With Kuyasa Fund, an MFI that specialises in home loans in the Cape Region, solar-powered water-heaters are propose with microloans. Demonstrators have been installed in an MFI agency built in a container with a corrugated iron roof, just like in the homes of neighbouring residents.

However, Mehdi Dutheil and his team are focusing their energy on the micro-franchise solution, being tested since spring 2011. After the first six months of being introduced, “the model is now clearer” and several positive signs have been noted, in particular the fact that the franchises buy a considerable amount of buffer stock. “They are starting to believe in the system and they have a smile on their faces!” Mehdi Dutheil is pleased to say.

Is microfranchise the future of microfinance?

At the end of 2011, some twenty agents franchised by the Micro-Energy Alliance were proposing the chosen range of products. They have in common a brand, a catalogue, training and sales procedures. Each one has a bank account on a mobile phone through a partnership with Wizzit. The pilot scheme will continue in 2012 with the goal of supplying 1,000 households through 100 franchises.

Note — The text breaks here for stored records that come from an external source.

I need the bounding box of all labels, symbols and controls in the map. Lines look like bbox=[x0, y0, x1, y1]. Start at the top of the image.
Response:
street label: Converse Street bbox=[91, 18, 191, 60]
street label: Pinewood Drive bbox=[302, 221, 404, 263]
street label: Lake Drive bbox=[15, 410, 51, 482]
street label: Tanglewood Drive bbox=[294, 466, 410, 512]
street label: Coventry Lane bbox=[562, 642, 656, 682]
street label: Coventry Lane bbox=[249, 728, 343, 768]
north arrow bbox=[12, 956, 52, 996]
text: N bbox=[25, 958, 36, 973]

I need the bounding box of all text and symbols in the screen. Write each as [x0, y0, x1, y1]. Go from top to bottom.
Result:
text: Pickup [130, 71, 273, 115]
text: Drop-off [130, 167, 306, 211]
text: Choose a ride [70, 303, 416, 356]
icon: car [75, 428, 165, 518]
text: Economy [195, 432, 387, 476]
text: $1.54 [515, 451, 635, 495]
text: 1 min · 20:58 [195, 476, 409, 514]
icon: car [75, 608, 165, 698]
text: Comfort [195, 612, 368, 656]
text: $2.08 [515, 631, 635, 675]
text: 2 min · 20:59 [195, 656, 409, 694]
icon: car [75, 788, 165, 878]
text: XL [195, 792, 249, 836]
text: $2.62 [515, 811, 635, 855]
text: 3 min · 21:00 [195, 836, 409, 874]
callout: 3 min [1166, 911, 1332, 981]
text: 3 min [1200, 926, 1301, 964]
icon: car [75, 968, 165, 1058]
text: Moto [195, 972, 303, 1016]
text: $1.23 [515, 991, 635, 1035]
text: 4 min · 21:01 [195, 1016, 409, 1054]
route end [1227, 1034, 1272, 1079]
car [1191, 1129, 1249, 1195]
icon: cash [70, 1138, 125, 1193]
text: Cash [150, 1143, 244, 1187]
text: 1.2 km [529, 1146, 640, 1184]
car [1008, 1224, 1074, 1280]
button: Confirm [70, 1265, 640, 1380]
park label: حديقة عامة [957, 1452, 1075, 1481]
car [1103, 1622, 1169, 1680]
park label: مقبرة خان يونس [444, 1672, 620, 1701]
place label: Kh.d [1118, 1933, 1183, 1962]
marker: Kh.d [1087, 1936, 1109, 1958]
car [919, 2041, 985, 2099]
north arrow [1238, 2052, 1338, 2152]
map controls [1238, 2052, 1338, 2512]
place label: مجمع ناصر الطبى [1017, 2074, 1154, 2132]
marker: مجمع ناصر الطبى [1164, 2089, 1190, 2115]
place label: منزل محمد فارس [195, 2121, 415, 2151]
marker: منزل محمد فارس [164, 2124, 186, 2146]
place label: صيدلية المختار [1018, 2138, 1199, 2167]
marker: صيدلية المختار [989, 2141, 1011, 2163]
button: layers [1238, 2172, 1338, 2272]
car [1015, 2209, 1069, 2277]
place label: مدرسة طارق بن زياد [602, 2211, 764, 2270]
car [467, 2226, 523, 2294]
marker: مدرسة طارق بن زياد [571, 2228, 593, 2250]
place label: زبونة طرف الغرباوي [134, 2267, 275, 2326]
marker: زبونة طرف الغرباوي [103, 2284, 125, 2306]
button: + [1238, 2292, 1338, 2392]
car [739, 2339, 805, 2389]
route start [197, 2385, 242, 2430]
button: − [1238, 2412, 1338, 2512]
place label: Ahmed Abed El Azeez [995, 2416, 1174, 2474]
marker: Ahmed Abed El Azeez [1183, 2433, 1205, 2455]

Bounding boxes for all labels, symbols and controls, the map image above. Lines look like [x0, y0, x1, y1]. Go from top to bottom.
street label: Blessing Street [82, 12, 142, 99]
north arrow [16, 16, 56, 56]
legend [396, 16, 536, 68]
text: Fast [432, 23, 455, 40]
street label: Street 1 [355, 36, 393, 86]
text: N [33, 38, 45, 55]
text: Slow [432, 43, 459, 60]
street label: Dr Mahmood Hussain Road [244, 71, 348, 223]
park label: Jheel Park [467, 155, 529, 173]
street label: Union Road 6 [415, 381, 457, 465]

On a long-term basis, the franchise system could be copied and deployed on a larger scale. The franchised agencies could be ideally situated for supplying other essential items (water, medicine, etc.).

In line with this, the MFIs’ role would become greater than their current one: they would fund packages, sorts of “businesses in a box”, marketed by their franchised agent. These agents would gradually be able to attain the quality of life of the South African middle classes, while end-customers would have greater comfort on essential needs.